Weiter, ins Schlafzimmer. Reisetasche auf! Ein Fach Unterwäsche, fünf Blusen, drei Kostüme, alles wanderte verknüllt in die Reisetasche, darauf einige Jacken und Pullover, Röcke, obendrauf die vier Paar Schuhe, die Stiefel und das zusammengerollte Samtabendkleid. Ein Kostüm ließ ich hängen, das hatte Christian mir geschenkt. Zerstreut kontrollierte ich die Schublade auf meiner – ehemals meiner – Bettseite. Immerhin, meine Nagelfeile und meine Pinzette.
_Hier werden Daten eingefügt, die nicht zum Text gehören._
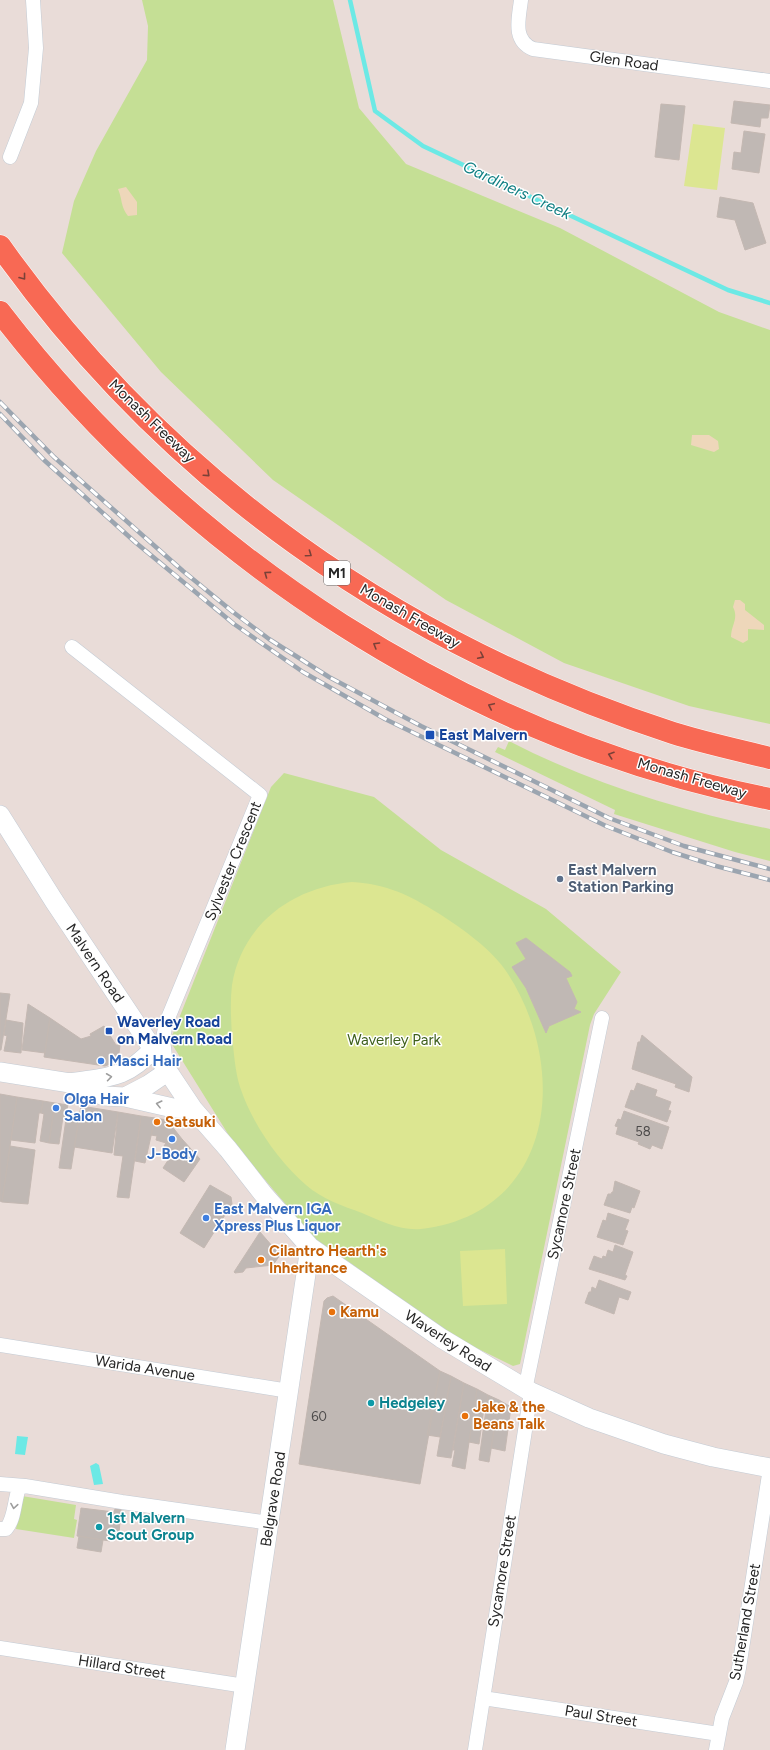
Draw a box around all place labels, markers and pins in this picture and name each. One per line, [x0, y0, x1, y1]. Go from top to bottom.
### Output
place label: East Malvern [439, 726, 528, 744]
marker: East Malvern [424, 729, 436, 741]
place label: East Malvern Station Parking [568, 861, 674, 896]
marker: East Malvern Station Parking [555, 874, 565, 884]
place label: Waverley Road on Malvern Road [117, 1013, 232, 1048]
marker: Waverley Road on Malvern Road [104, 1026, 114, 1036]
place label: Masci Hair [109, 1052, 182, 1070]
marker: Masci Hair [96, 1056, 106, 1066]
place label: Olga Hair Salon [64, 1090, 129, 1125]
marker: Olga Hair Salon [51, 1103, 61, 1113]
place label: Satsuki [165, 1113, 216, 1131]
marker: Satsuki [152, 1117, 162, 1127]
marker: J-Body [167, 1134, 177, 1144]
place label: J-Body [147, 1145, 197, 1163]
place label: East Malvern IGA Xpress Plus Liquor [214, 1200, 341, 1235]
marker: East Malvern IGA Xpress Plus Liquor [201, 1213, 211, 1223]
place label: Cilantro Hearth's Inheritance [269, 1242, 387, 1277]
marker: Cilantro Hearth's Inheritance [256, 1255, 266, 1265]
place label: Kamu [340, 1303, 379, 1321]
marker: Kamu [327, 1307, 337, 1317]
place label: Hedgeley [379, 1394, 445, 1412]
marker: Hedgeley [366, 1398, 376, 1408]
place label: Jake & the Beans Talk [473, 1398, 546, 1433]
marker: Jake & the Beans Talk [460, 1411, 470, 1421]
place label: 1st Malvern Scout Group [107, 1509, 194, 1544]
marker: 1st Malvern Scout Group [94, 1522, 104, 1532]

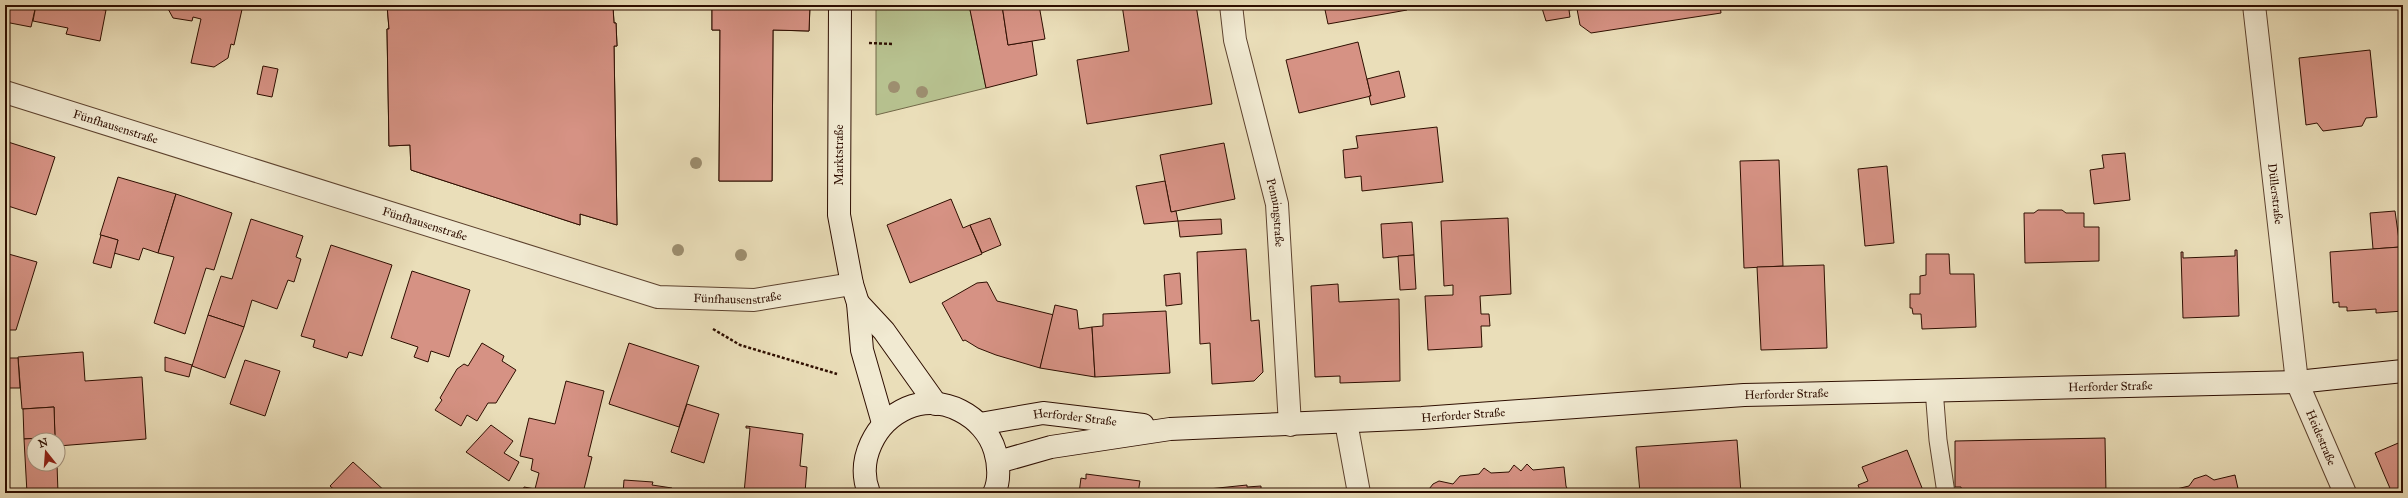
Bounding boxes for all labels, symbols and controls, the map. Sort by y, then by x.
street label: Fünfhausenstraße [71,107,160,147]
street label: Marktstraße [832,124,846,186]
street label: Düllerstraße [2265,163,2286,225]
street label: Penningstraße [1264,177,1287,248]
street label: Fünfhausenstraße [381,204,469,244]
street label: Fünfhausenstraße [693,289,782,307]
street label: Herforder Straße [2068,378,2153,394]
street label: Herforder Straße [1744,386,1829,402]
street label: Herforder Straße [1421,405,1506,425]
street label: Herforder Straße [1032,406,1118,429]
street label: Heidestraße [2303,408,2339,467]
north arrow [26,432,66,472]
text: N [37,435,50,450]

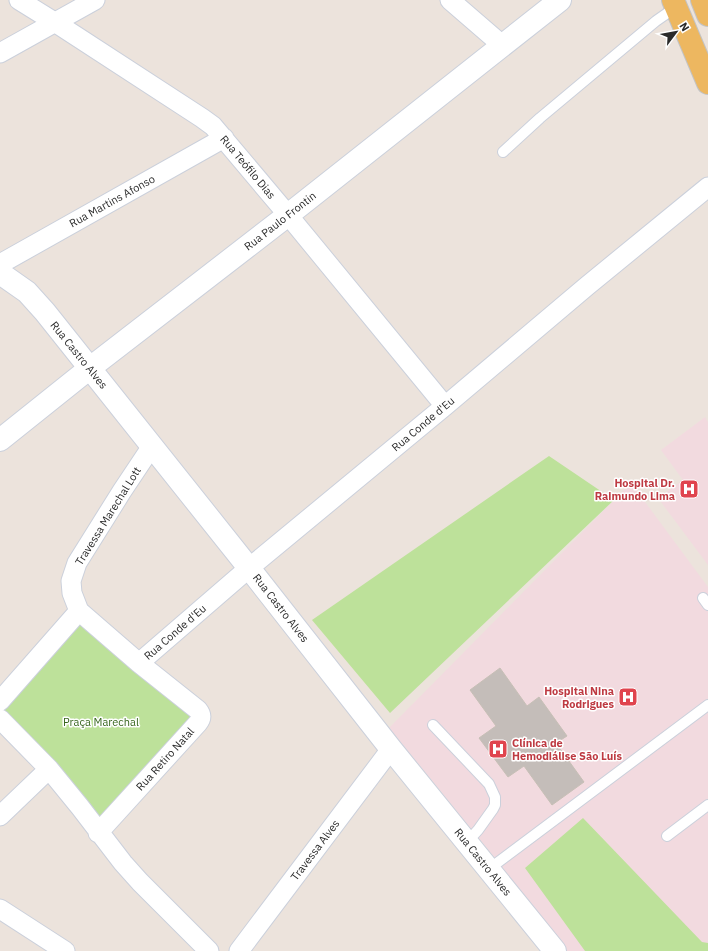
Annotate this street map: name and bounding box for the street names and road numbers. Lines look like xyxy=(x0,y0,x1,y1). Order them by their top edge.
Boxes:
street label: Rua Teófilo Dias xyxy=(217,132,279,202)
street label: Rua Martins Afonso xyxy=(67,172,157,230)
street label: Rua Paulo Frontin xyxy=(241,189,319,253)
street label: Rua Castro Alves xyxy=(47,318,111,392)
street label: Rua Conde d'Eu xyxy=(389,394,457,454)
street label: Travessa Marechal Lott xyxy=(72,464,144,568)
street label: Rua Castro Alves xyxy=(250,571,312,645)
street label: Rua Conde d'Eu xyxy=(141,601,209,663)
street label: Rua Retiro Natal xyxy=(133,724,197,794)
street label: Travessa Alves xyxy=(288,817,342,883)
street label: Rua Castro Alves xyxy=(451,825,515,899)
„Du wirst alles verknittern. Reagierst du jetzt nicht ein bisschen überzogen?“
„Dann verknittert es eben. Irgendwo gibt es schon eine Gelegenheit, das Zeug wieder aufzuhängen. Das geht dich ja nun nichts mehr an. Und was heißt hier überzogen? Wie sollte ich denn sonst reagieren? Ich räume das Feld, um der stilvollen Charlotte nicht im Weg zu sein. Ruf sie schon an und sag ihr, in einer halben Stunde kann sie kommen, dann sind alle Spuren von mir beseitigt. Das Bett ist ohnehin frisch bezogen, ihr könnt euch gleich austoben.“
Ich zog das graue Cocktailkleid vom Bügel, überlegte kurz und ließ es verächtlich auf den Boden des Kleiderschranks fallen, dann ging ich zu dem ledernen Schmuckkästchen und wühlte darin herum, bis ich das Aquamarinherz gefunden hatte, das Mutti mir zum Abitur geschenkt hatte. Ich ließ es an der goldenen Kette zwischen meine Schminksachen gleiten und stellte das Kästchen ansonsten wieder beiseite, danach zog ich im Vorbeigehen mein Foto aus Christians Silberrahmen und stopfte es achtlos zwischen die Klamotten.
„So geht es doch kaputt“, zeterte Christian.
Ich fuhr herum. „Na und? Das werfe ich doch sowieso weg. Ich weiß, wie ich aussehe, die stilvolle Charlotte will es bestimmt gar nicht wissen, und du brauchst ja wohl kaum eine Erinnerung an fünf vergeudete Jahre!“
„Die waren doch nicht vergeudet!“, protestierte er matt und dackelte hinter mir her ins Wohnzimmer.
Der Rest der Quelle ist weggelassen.